*Exercise*. From the entries below, pull out each line where "road" appears.

[Collected data]
· · · ·

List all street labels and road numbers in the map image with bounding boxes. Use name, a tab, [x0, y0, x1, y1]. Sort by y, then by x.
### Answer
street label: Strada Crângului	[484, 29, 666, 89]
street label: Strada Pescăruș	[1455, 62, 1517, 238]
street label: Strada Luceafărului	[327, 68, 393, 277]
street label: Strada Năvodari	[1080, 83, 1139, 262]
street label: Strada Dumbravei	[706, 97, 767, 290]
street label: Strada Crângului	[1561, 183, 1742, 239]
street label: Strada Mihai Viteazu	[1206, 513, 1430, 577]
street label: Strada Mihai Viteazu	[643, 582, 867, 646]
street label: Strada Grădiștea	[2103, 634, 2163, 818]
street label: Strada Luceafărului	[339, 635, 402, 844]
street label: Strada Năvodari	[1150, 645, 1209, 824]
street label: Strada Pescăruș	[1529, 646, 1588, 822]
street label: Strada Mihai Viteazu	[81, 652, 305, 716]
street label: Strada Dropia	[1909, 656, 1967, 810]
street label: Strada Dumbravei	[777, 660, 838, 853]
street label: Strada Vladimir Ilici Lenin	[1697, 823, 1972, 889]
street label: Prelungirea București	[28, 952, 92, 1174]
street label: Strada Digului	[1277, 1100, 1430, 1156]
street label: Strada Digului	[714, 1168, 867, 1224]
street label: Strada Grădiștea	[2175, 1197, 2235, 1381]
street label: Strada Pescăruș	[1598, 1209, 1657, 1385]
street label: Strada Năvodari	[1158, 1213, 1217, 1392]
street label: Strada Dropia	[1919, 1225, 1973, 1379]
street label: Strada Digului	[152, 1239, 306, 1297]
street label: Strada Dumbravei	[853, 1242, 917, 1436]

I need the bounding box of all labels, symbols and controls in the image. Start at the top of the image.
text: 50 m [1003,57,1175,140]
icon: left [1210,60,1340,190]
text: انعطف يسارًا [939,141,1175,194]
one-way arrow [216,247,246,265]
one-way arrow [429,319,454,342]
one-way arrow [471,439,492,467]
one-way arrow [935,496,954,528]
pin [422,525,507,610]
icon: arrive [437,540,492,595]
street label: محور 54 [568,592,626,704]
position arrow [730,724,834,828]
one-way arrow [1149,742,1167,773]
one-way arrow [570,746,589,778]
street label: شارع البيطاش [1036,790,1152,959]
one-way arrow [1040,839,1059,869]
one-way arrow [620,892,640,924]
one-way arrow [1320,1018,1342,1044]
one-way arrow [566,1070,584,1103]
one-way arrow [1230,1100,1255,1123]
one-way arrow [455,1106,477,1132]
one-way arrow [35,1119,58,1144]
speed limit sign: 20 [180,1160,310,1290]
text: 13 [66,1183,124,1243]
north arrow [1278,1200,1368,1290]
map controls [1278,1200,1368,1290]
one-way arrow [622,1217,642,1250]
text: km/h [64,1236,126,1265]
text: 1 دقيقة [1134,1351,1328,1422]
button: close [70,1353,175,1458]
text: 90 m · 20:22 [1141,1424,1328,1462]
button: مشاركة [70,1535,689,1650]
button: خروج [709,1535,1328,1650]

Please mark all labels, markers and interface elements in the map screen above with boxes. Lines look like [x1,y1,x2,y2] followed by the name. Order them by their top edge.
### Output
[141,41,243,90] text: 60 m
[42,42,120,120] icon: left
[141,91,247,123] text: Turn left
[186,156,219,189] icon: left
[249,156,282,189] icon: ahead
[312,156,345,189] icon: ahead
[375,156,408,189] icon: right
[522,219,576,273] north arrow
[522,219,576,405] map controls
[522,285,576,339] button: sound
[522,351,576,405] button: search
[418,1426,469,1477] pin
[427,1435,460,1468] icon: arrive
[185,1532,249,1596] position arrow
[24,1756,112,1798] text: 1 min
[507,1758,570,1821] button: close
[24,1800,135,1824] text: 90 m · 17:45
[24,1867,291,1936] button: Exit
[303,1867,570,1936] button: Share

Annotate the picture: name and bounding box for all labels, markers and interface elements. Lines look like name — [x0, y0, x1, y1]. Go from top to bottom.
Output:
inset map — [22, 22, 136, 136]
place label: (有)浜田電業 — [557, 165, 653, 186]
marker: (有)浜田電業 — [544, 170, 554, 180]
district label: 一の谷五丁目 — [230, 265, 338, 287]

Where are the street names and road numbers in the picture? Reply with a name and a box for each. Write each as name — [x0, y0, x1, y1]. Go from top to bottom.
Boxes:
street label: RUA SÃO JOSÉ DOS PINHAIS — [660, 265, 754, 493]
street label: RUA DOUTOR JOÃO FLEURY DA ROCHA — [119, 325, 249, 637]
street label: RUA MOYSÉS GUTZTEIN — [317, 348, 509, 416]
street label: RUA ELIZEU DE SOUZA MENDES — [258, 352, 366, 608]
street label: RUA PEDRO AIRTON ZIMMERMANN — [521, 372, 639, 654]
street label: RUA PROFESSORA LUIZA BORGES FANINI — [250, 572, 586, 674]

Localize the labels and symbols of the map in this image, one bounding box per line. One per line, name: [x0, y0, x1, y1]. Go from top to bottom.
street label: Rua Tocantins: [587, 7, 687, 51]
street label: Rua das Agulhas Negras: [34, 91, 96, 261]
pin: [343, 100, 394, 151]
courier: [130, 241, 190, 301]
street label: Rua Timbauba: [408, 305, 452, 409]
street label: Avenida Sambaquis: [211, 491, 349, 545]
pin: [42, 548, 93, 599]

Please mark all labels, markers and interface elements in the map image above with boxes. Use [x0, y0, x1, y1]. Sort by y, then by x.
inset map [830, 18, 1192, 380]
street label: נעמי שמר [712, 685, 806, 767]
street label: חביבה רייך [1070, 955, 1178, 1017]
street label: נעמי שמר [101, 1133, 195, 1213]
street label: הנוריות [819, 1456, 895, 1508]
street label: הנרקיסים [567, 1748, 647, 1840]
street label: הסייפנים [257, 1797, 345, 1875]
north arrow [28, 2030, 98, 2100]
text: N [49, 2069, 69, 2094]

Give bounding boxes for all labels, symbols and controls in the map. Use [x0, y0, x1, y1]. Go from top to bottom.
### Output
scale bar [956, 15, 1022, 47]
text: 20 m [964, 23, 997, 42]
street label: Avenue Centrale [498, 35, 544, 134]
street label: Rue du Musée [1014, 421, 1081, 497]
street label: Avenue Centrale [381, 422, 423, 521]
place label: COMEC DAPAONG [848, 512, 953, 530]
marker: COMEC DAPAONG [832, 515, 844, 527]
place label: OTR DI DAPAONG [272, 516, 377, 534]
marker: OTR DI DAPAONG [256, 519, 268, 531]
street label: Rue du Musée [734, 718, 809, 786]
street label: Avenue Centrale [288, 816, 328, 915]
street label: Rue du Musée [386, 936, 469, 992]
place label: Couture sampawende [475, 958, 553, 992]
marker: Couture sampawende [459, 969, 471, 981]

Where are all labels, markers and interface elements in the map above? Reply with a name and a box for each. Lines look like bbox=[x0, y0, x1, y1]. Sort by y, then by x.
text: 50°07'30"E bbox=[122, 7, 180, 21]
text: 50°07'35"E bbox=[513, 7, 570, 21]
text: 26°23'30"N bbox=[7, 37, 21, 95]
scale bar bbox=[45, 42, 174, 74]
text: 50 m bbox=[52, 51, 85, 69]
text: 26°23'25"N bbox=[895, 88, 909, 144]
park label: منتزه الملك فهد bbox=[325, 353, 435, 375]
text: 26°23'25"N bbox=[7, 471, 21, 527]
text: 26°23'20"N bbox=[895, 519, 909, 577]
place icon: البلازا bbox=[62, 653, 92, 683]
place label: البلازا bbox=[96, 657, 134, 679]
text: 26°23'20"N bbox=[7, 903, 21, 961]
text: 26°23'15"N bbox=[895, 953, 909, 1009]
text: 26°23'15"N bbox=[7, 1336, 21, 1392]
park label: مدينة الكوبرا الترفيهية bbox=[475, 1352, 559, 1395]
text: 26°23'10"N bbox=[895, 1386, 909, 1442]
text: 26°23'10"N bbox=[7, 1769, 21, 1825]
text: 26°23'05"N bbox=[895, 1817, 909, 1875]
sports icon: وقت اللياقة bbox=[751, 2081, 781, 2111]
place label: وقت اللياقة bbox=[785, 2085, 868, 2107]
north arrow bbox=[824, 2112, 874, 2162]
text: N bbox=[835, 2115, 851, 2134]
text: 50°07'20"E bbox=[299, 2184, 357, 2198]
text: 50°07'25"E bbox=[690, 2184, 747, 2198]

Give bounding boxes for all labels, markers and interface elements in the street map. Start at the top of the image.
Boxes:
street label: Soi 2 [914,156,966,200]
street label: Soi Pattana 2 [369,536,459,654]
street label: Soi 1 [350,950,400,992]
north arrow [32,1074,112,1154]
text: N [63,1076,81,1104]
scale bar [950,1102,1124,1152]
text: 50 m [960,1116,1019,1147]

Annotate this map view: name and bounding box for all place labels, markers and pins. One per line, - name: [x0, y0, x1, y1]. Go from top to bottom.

· · · ·

*Answer to this exercise*.
List all street labels and road numbers in the map image with bounding boxes. Use name, a tab, [x0, y0, x1, y1]. Sort by y, then by x.
Where are the street names and road numbers in the picture? Reply with a name and a box for each. Write each as name — [x0, y0, x1, y1]. Go from top to bottom.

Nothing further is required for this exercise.